## [Exercise directions]
Give every entry below again, exactly as written, and skip the images.

** Records to process follows **

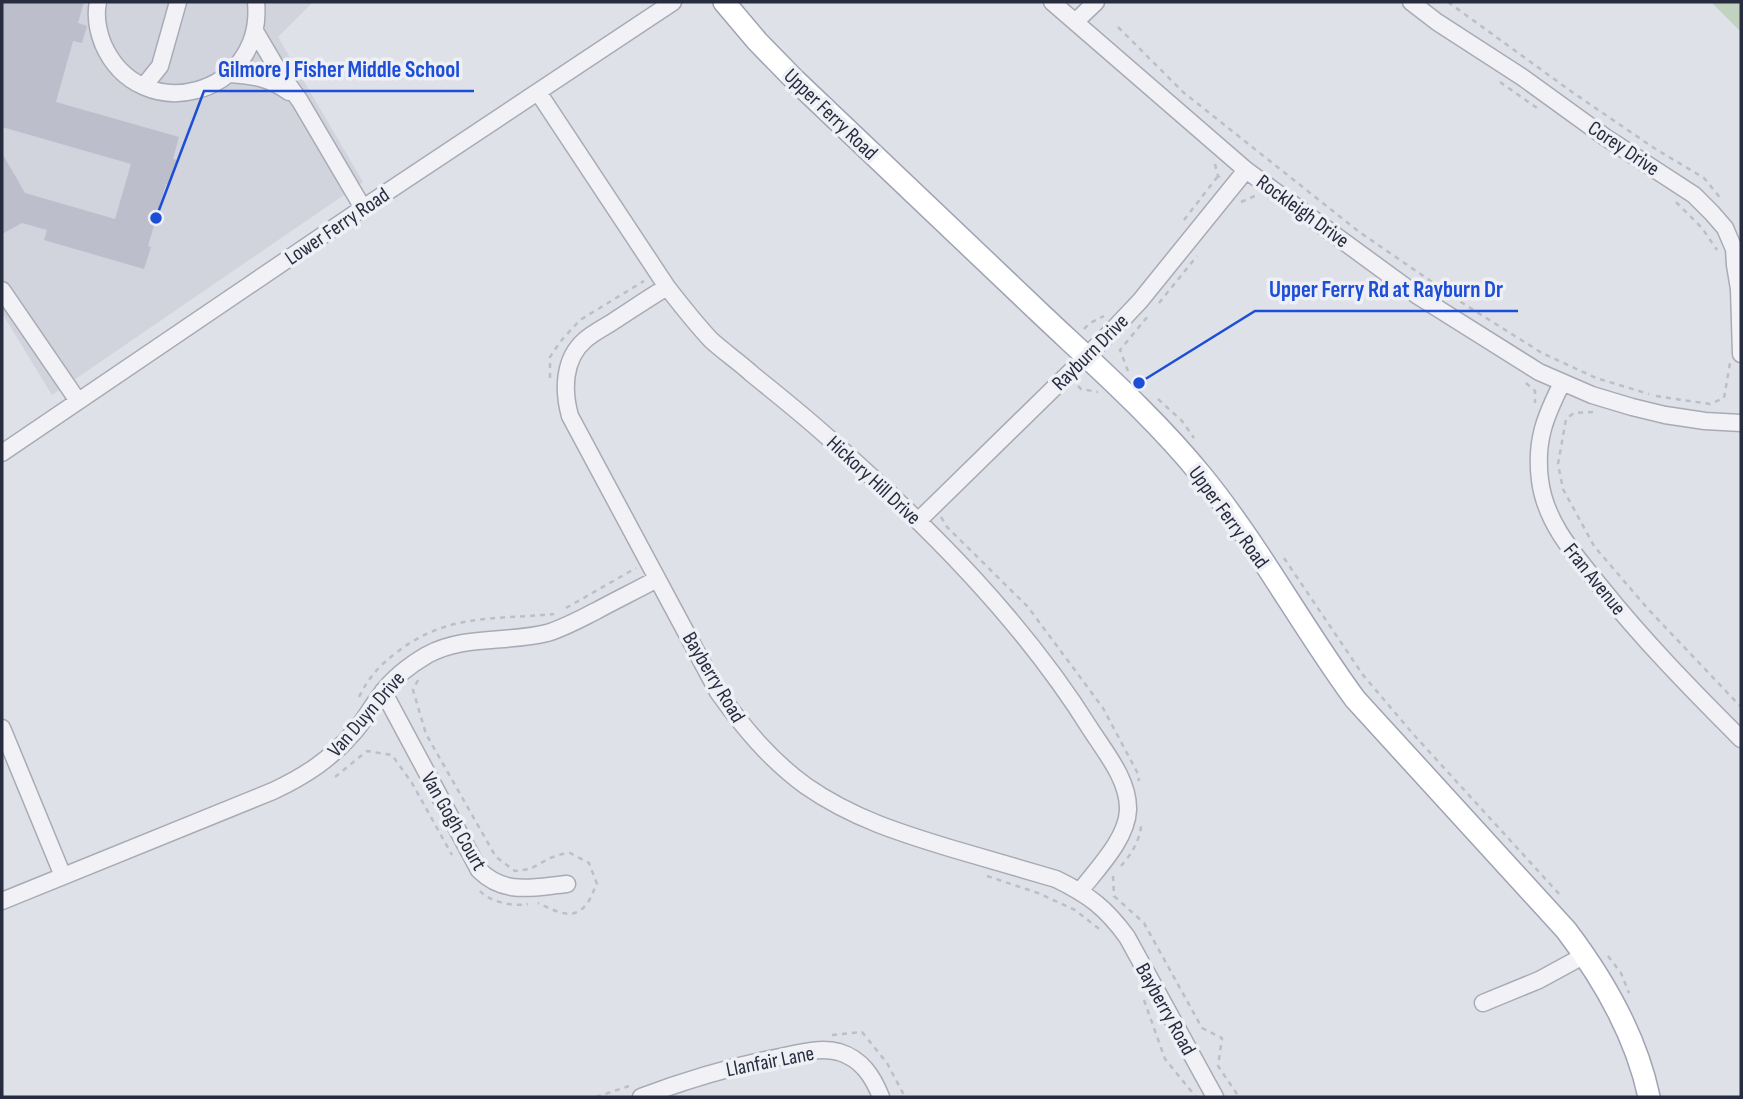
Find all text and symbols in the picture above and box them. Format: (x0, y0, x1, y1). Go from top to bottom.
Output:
callout: Gilmore J Fisher Middle School (204, 47, 474, 91)
text: Gilmore J Fisher Middle School (218, 56, 460, 84)
street label: Upper Ferry Road (779, 64, 883, 165)
street label: Corey Drive (1583, 115, 1664, 181)
street label: Rockleigh Drive (1252, 169, 1354, 253)
street label: Lower Ferry Road (280, 182, 394, 270)
callout: Upper Ferry Rd at Rayburn Dr (1255, 267, 1518, 311)
text: Upper Ferry Rd at Rayburn Dr (1269, 276, 1503, 304)
street label: Rayburn Drive (1047, 309, 1134, 396)
street label: Hickory Hill Drive (821, 431, 926, 530)
street label: Upper Ferry Road (1183, 461, 1274, 573)
street label: Fran Avenue (1558, 538, 1631, 620)
street label: Bayberry Road (677, 627, 750, 727)
street label: Van Duyn Drive (322, 666, 410, 762)
street label: Van Gogh Court (415, 768, 492, 875)
street label: Bayberry Road (1130, 959, 1201, 1060)
street label: Llanfair Lane (724, 1041, 816, 1082)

** End of Records to process **

## [Answer below]
Find all text and symbols in the picture above and box them. Format: (x0, y0, x1, y1). Go from top to bottom.
Output:
callout: Gilmore J Fisher Middle School (204, 47, 474, 91)
text: Gilmore J Fisher Middle School (218, 56, 460, 84)
street label: Upper Ferry Road (779, 64, 883, 165)
street label: Corey Drive (1583, 115, 1664, 181)
street label: Rockleigh Drive (1252, 169, 1354, 253)
street label: Lower Ferry Road (280, 182, 394, 270)
callout: Upper Ferry Rd at Rayburn Dr (1255, 267, 1518, 311)
text: Upper Ferry Rd at Rayburn Dr (1269, 276, 1503, 304)
street label: Rayburn Drive (1047, 309, 1134, 396)
street label: Hickory Hill Drive (821, 431, 926, 530)
street label: Upper Ferry Road (1183, 461, 1274, 573)
street label: Fran Avenue (1558, 538, 1631, 620)
street label: Bayberry Road (677, 627, 750, 727)
street label: Van Duyn Drive (322, 666, 410, 762)
street label: Van Gogh Court (415, 768, 492, 875)
street label: Bayberry Road (1130, 959, 1201, 1060)
street label: Llanfair Lane (724, 1041, 816, 1082)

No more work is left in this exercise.